__Directions__. Determine how many lines of the material below contain "played". Report only that figure.
◇ ◇ ◇ ◇
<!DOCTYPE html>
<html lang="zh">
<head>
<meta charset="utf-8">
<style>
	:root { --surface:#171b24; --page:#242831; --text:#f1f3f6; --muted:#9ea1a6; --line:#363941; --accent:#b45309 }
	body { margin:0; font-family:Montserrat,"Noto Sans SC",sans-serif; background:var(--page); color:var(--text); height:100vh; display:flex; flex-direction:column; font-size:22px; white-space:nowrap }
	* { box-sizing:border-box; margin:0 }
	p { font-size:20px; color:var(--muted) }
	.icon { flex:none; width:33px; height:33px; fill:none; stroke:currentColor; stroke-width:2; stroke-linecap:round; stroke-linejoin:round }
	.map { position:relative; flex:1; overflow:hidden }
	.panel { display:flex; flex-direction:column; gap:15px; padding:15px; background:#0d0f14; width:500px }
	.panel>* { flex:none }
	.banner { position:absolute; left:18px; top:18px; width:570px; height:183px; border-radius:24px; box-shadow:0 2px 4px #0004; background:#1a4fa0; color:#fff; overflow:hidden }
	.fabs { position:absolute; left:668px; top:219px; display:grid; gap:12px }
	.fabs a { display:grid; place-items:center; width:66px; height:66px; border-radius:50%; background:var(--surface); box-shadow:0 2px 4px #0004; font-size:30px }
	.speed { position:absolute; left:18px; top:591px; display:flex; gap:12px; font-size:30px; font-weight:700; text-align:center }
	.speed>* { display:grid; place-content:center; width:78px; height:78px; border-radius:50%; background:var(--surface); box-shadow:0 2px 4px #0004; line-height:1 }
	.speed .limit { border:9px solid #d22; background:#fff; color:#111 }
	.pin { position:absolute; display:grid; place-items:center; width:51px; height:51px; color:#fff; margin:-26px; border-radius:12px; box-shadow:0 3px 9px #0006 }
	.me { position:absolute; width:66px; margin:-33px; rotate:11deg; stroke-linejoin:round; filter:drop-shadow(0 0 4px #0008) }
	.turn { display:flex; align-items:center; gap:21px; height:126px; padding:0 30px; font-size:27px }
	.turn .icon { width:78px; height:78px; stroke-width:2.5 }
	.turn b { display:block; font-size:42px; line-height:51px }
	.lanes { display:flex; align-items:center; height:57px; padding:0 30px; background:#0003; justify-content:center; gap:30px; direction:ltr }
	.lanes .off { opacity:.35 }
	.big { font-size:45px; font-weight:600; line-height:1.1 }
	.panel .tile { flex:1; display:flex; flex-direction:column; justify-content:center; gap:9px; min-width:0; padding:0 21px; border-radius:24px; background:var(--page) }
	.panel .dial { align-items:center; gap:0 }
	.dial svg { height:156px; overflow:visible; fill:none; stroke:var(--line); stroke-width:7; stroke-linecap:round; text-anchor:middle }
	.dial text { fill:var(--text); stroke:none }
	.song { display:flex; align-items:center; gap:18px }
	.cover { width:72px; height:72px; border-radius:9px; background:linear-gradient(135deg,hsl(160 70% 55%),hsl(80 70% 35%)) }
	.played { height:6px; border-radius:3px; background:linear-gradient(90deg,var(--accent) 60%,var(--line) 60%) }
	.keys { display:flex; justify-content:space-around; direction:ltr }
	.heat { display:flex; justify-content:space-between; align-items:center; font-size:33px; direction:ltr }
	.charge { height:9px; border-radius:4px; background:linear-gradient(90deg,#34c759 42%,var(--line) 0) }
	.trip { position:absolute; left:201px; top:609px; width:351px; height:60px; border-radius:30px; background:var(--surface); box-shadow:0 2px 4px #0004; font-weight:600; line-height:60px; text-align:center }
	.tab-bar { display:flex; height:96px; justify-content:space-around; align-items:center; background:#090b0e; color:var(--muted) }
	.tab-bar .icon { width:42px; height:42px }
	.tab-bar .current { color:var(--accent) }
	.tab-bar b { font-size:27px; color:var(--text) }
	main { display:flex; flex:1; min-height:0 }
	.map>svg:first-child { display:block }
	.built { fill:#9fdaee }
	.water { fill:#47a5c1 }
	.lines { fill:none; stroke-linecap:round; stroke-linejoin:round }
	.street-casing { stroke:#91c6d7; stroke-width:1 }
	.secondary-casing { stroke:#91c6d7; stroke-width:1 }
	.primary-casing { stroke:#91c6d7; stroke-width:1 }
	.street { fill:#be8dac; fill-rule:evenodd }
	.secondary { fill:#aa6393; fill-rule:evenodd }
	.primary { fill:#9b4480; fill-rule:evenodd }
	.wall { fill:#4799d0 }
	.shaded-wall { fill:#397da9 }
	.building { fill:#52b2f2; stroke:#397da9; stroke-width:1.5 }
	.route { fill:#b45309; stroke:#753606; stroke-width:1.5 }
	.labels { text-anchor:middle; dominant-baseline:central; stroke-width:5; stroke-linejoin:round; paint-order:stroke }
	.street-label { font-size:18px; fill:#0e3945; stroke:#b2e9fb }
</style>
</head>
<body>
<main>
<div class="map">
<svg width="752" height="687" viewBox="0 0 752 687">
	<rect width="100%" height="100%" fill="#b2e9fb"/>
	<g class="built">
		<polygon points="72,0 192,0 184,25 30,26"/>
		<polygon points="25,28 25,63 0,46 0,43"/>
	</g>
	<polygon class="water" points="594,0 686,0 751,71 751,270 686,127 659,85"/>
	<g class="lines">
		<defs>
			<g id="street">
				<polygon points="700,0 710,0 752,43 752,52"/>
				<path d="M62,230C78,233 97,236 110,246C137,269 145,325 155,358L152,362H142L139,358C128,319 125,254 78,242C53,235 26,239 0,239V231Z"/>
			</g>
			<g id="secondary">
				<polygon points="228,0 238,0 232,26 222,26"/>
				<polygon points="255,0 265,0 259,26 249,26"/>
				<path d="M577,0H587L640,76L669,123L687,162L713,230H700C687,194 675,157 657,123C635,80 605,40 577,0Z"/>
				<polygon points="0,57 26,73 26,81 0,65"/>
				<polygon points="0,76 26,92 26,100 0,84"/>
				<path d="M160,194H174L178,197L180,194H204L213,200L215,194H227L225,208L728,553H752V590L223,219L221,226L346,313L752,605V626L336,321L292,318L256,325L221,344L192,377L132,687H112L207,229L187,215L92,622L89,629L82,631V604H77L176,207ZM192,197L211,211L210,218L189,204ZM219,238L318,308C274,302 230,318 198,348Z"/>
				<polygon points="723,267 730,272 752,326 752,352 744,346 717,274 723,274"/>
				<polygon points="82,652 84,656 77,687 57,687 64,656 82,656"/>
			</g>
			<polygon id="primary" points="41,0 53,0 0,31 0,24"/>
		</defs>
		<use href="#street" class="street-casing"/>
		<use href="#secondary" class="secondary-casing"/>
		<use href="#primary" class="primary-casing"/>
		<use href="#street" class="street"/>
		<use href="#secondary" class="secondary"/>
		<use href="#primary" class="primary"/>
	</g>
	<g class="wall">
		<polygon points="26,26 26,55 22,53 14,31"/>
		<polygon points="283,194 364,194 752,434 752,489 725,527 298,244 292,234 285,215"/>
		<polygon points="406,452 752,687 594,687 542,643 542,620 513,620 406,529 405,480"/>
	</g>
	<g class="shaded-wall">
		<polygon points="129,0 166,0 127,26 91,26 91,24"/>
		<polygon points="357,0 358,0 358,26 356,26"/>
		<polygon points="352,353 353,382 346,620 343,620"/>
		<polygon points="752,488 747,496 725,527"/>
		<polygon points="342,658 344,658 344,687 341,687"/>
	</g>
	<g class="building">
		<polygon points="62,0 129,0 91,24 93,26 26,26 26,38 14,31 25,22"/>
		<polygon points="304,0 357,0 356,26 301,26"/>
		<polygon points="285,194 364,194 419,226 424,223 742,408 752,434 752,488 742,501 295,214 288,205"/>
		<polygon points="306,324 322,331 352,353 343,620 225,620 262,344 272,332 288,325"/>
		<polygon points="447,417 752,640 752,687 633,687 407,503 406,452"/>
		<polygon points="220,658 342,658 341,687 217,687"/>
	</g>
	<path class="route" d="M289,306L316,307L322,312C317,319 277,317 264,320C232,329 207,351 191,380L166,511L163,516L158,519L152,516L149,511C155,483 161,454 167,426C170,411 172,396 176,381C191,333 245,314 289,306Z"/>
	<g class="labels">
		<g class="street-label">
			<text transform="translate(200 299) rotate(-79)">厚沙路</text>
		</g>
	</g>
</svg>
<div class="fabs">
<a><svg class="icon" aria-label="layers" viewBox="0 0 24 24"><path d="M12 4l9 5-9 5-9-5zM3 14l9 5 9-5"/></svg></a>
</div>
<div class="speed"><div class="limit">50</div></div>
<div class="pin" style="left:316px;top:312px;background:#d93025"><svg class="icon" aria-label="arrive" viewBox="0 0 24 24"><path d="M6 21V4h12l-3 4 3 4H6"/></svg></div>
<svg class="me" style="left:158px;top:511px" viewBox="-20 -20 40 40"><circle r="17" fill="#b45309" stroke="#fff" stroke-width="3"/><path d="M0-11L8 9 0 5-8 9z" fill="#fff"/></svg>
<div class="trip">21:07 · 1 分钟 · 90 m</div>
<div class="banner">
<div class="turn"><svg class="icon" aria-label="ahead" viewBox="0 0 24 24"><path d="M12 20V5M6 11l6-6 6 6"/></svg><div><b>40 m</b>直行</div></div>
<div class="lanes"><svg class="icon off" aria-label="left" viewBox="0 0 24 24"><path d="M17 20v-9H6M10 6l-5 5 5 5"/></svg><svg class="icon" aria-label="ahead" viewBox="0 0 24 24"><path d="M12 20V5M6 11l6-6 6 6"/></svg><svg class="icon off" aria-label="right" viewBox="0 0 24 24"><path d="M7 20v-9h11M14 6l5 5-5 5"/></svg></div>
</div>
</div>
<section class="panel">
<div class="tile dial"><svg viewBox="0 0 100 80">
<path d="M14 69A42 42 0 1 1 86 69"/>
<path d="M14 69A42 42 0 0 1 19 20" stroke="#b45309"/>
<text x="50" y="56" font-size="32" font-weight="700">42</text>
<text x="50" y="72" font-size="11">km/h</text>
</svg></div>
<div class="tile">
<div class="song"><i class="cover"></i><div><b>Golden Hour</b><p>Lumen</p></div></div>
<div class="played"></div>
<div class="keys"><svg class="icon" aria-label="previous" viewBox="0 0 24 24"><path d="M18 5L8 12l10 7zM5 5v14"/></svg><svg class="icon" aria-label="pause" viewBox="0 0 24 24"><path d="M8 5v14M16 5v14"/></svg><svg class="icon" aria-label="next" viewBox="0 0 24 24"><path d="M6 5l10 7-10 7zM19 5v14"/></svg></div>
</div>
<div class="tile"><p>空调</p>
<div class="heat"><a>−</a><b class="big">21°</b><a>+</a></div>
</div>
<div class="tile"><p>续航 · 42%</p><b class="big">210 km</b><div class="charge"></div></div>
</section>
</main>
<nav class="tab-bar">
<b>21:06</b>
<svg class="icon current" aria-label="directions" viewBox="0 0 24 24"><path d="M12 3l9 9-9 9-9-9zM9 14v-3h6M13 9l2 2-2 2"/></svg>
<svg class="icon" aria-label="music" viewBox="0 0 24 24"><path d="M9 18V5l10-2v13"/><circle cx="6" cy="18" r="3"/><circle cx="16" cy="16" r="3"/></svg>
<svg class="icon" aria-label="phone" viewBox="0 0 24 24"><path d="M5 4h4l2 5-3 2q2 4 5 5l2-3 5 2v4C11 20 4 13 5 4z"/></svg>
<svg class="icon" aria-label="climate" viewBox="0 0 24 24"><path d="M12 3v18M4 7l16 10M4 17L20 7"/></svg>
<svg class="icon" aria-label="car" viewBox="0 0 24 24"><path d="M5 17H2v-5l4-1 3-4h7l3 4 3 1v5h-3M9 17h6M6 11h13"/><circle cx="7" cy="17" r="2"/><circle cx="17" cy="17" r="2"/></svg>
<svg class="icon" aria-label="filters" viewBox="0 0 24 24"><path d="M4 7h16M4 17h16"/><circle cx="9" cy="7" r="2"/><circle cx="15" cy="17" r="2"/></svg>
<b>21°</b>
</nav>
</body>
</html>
◇ ◇ ◇ ◇
__Written response__. 2